I am writing a generic routine for converting fixed-point numbers between decimal and binary representations.
For positive numbers the processing is simple, however when things come to negative ones I found divergent sources. Someone says there is a single bit used to hold the sign while others say the whole number should be represented in a pseudo integer using 2's complement even it is negative.
Please anyone tell me which source is correct or is there a standard representation for signed fixed point numbers?
Additionally, if the 2's complement representation was correct then how to represent negative numbers with zero integer part. For example -0.125?
Fixed-point numbers are just binary values where the place values have been changed. Assigning place values to the bits is an arbitrary human activity, and we can do it in any way that makes sense. Normally we talk about binary integers so it is convenient to assign the place value 2^0 = 1 to the LSB, 2^1=2 to the bit to the left of the LSB, and so on. For an N bit integer the place value of the MSB becomes 2^(N-1). If we want a two's-complement representation, we change the place value of the MSB to -2^(N-1) and all of the other bit place values are unchanged.

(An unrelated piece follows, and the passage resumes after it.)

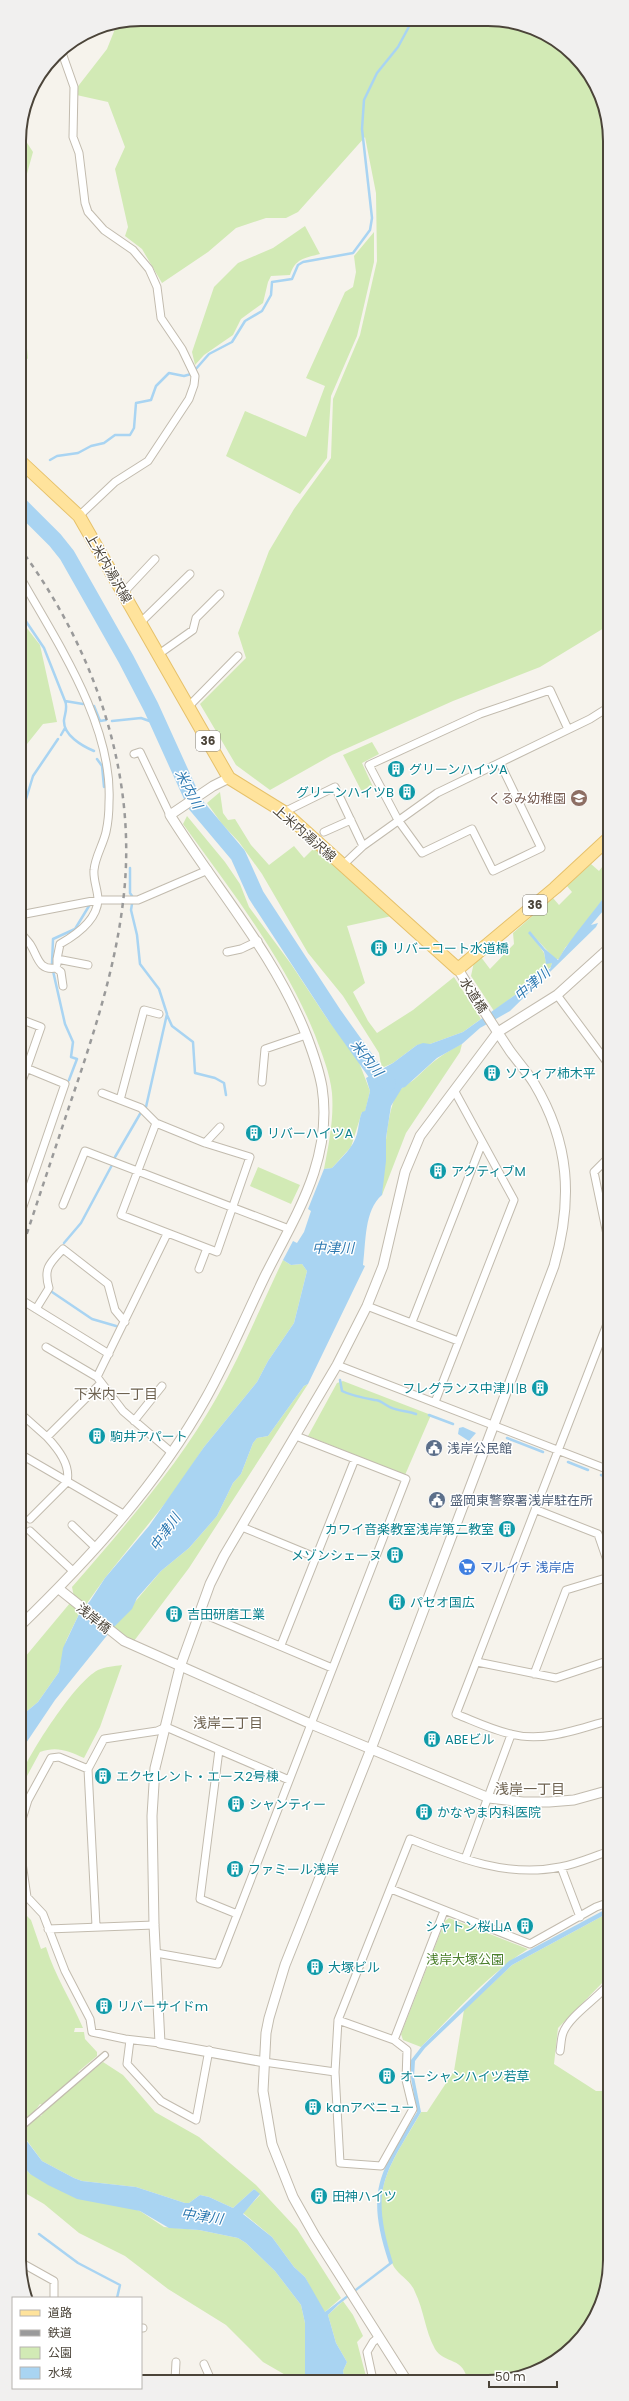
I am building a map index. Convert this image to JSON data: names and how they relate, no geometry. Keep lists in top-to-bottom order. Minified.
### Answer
{"streets":{"main road":["上米内湯沢線","36"],"street":["水道橋","浅岸橋"]},"crossings":[["上米内湯沢線","36"],["上米内湯沢線","水道橋"],["36","水道橋"],["水道橋","浅岸橋"]],"districts":["下米内一丁目","浅岸二丁目","浅岸一丁目"],"water":["米内川","中津川"],"parks":["浅岸大塚公園"],"places":{"building":["グリーンハイツA","グリーンハイツB","リバーコート水道橋","ソフィア柿木平","リバーハイツA","アクティブM","フレグランス中津川B","駒井アパート","カワイ音楽教室浅岸第二教室","メゾンシェーヌ","パセオ国広","吉田研磨工業","ABEビル","エクセレント・エース2号棟","シャンティー","かなやま内科医院","ファミール浅岸","シャトン桜山A","大塚ビル","リバーサイドm","オーシャンハイツ若草","kanアベニュー","田神ハイツ"],"school or university":["くるみ幼稚園"],"public building":["浅岸公民館","盛岡東警察署浅岸駐在所"],"supermarket":["マルイチ 浅岸店"]},"legend":["道路","鉄道","公園","水域"],"scale_bar":"50 m"}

For fixed-point values, if we want F bits to represent a fractional part of the number, then the place value of the LSB becomes 2^(0-F)

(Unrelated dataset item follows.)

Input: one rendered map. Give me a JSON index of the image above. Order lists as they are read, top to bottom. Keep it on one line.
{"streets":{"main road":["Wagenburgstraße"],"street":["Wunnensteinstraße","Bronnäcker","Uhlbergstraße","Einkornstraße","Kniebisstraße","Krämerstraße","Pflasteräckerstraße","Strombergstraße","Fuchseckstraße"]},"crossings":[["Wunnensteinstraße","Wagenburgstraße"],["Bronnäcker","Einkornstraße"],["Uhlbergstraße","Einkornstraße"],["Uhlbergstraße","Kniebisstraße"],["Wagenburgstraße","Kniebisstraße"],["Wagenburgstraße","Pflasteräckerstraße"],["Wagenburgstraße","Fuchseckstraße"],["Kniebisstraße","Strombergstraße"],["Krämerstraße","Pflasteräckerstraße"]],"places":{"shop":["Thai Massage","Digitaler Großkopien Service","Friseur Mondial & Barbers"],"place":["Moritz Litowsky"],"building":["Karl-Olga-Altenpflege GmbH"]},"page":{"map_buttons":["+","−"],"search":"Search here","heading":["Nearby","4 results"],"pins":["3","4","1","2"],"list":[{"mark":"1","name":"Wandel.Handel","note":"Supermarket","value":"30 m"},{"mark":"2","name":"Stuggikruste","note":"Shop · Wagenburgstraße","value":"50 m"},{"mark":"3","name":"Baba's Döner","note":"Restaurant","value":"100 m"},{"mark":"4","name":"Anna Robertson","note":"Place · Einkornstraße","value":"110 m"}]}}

and the place value of the MSB becomes 2^(N-1-F) for unsigned numbers and -2^(N-1-F) for signed numbers.
So, how would we represent -0.125 in a two's-complement fixed-point value? That is equal to 0.875 - 1, so we can use a representation where the place value of the MSB is -1 and the value of all of the other bits adds up to 0.875. If you choose a
4-bit fixed-point number with 3 fraction bits you would say that
1111 binary equals -0.125 decimal. Adding up the place values of the bits we have (-1) + 0.5 + 0.25 + 0.125 = -0.125. My personal preference is to write the binary number as 1.111 to note which bits are fraction and which are integer.
The reason we use this approach is that the normal integer arithmetic operators still work.

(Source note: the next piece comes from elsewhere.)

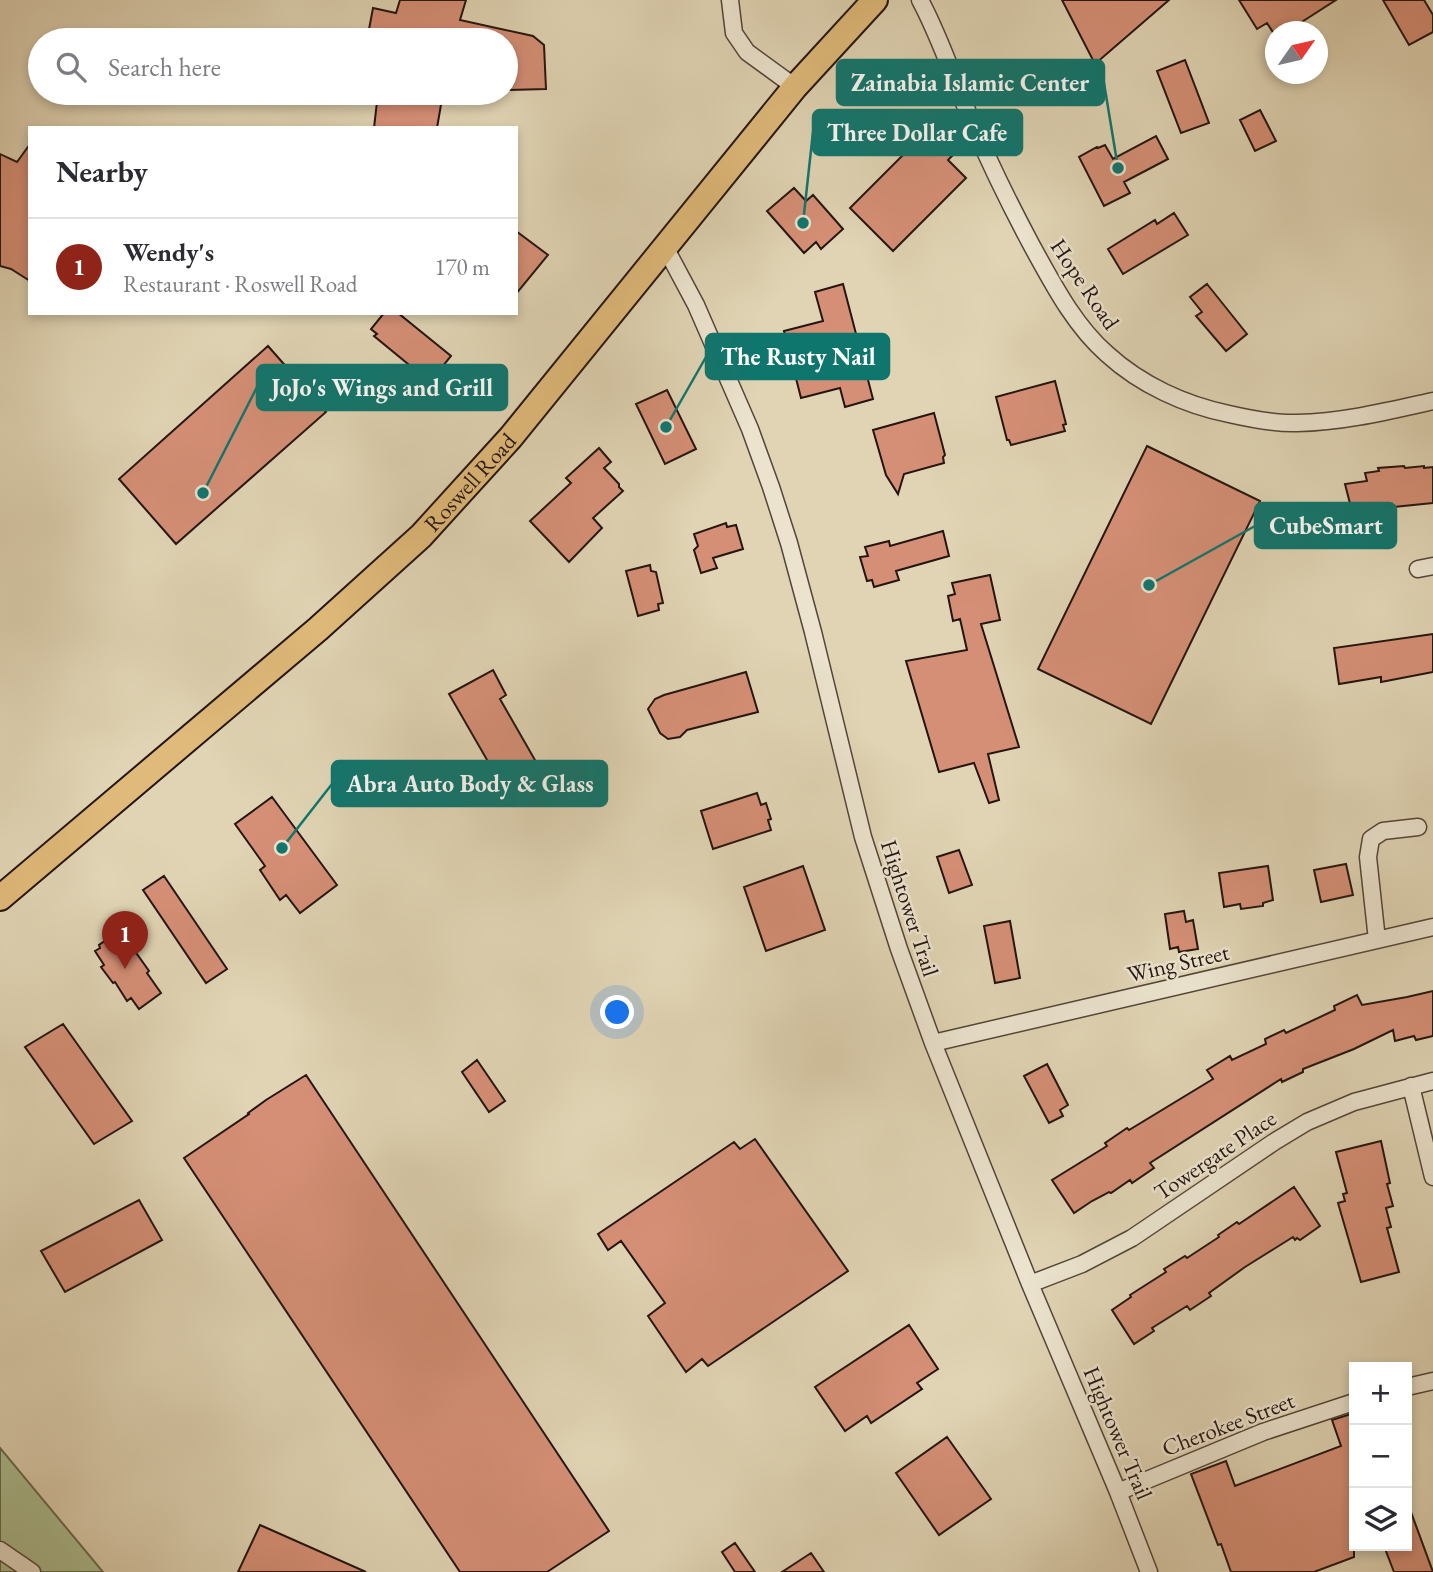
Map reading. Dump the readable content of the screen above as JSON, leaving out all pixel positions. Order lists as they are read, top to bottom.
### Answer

It's easiest to think of fixed-point numbers as scaled integers — rather than shifted integers. For a given fixed-point type, there is a fixed scale which is a power of two (or ten). To convert from the real value to the integer representation, multiply by that scale. To convert back again, simply divide. Then the issue of how negative values are represented becomes a detail of the integer type with which you are representing your number.
Please anyone tell me which source is correct...
Both are problematic.
Your first source is incorrect. The given example is not...
the same as 2's complement numbers.
In two’s complement, the MSB's (most significant bit's) weight is negated but the other bits still contribute positive values. Thus a two’s complement number with all bits set to 1 does not produce the minimum value.
Your second source could be a little misleading where it says...
shifting the bit pattern of a number to the right by 1 bit always divide the number by 2.
This statement brushes over the matter of underflow that occurs when the LSB (least significant bit) is set to 1, and the resultant rounding. Right-shifting commonly results in rounding towards negative infinity while division results in rounding towards zero (truncation). Both produce the same behavior for positive numbers: 3/2 == 1 and 3>>1 == 1. For negative numbers, they are contrary: -3/2 == -1 but -3>>1 == -2.
...is there a standard representation for signed fixed point numbers?
I don't think so. There are language-specific standards, e.g. ISO/IEC TR 18037 (draft). But the convention of scaling integers to approximate real numbers of predetermined range and resolution is well established. How the underlying integers are represented is another matter.
Additionally, if the 2's complement representation was correct then how to represent negative numbers with zero integer part. For example -0.125?
That depends on the format of your integer and your choice of radix. Assuming a 16-bit two’s complement number representing binary fixed-point values, the scaling factor is 2^15 which is 32,768. Multiply the value to store as an integer: -0.125*32768. == -4096 and divide to retrieve it: -4096/32768. == -0.125.
Related
I'm currently learning about IEEE754 standard and rounding, and I have an exercise which is the following:
Add -325.875 to 0.546875 in IEEE754, but with 3 bits dedicated to the mantissa instead of 23.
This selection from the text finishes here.